Both of Barry's parents are public school teachers of 20 years and often complain of having to teach students how to pass a federally mandated test in return for Federal moneys. They say, "Teaching a test is not the same as educating our youth."
Barry's and Candi's daughters, ages 15 and 12, were recently kicked out of public school because of the red highlights placed in their hair by a licensed beautician. Both daughters were strait "A" student with zero disciplinary problems. The girls are now home schooling. Home schoolers are one of the fastest growing groups in America because parents are beginning to realized our public schools have turned into government schools. Barry will work toward public school reform.

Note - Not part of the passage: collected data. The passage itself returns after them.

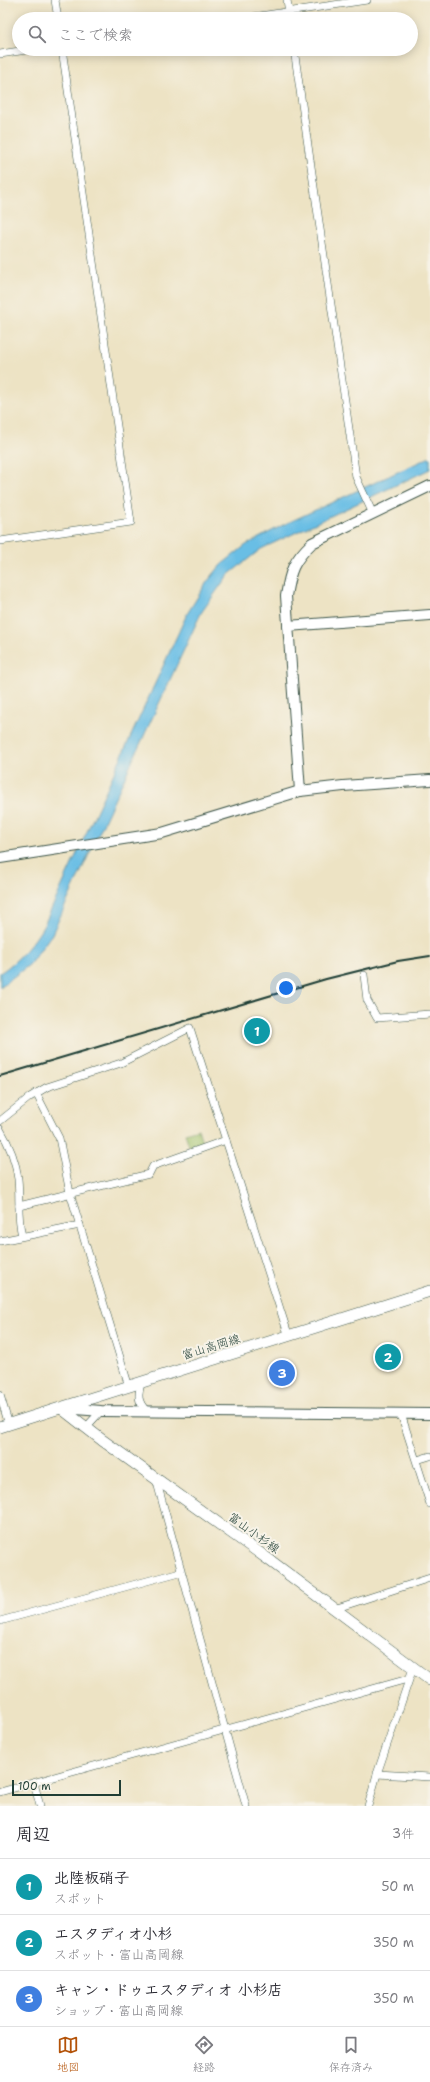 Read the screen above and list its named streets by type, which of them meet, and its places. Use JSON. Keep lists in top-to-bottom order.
{
  "streets": {
    "main road": ["富山高岡線", "富山小杉線"]
  },
  "crossings": [
    ["富山高岡線", "富山小杉線"]
  ],
  "scale_bar": "100 m",
  "page": {
    "search": "ここで検索",
    "pins": ["1", "2", "3"],
    "scale": "100 m",
    "heading": ["周辺", "3件"],
    "list": [
      {
        "mark": "1",
        "name": "北陸板硝子",
        "note": "スポット",
        "value": "50 m"
      },
      {
        "mark": "2",
        "name": "エスタディオ小杉",
        "note": "スポット · 富山高岡線",
        "value": "350 m"
      },
      {
        "mark": "3",
        "name": "キャン・ドゥエスタディオ 小杉店",
        "note": "ショップ · 富山高岡線",
        "value": "350 m"
      }
    ],
    "nav": ["地図", "経路", "保存済み"]
  }
}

I am happy to report I was taught to think for myself by my public school teachers but times have changed. Move America out of these dark days by returning to our roots, self-government free of tyranny and oppression.
We have freedom of religion, all faiths are welcome here, but we have separation of church and state to keep the government out of moral issues. That is how our founders set things up based on Jesus' teachings. They were good Christian men led by the holy spirit but money the root of all evil was part of it. They wanted to create the land of abundance. They knew ethics would have to rule for it to work. The Spirit of '76 is the Holy Spirit and our true north.
Restore justice in America; construct science based drug policies about saving and rehabilitating instead of ruining lives. Support for the federal war on drugs is inconsistent with support for individual freedom, constitutional government and the teachings of Jesus, the Prince of Peace.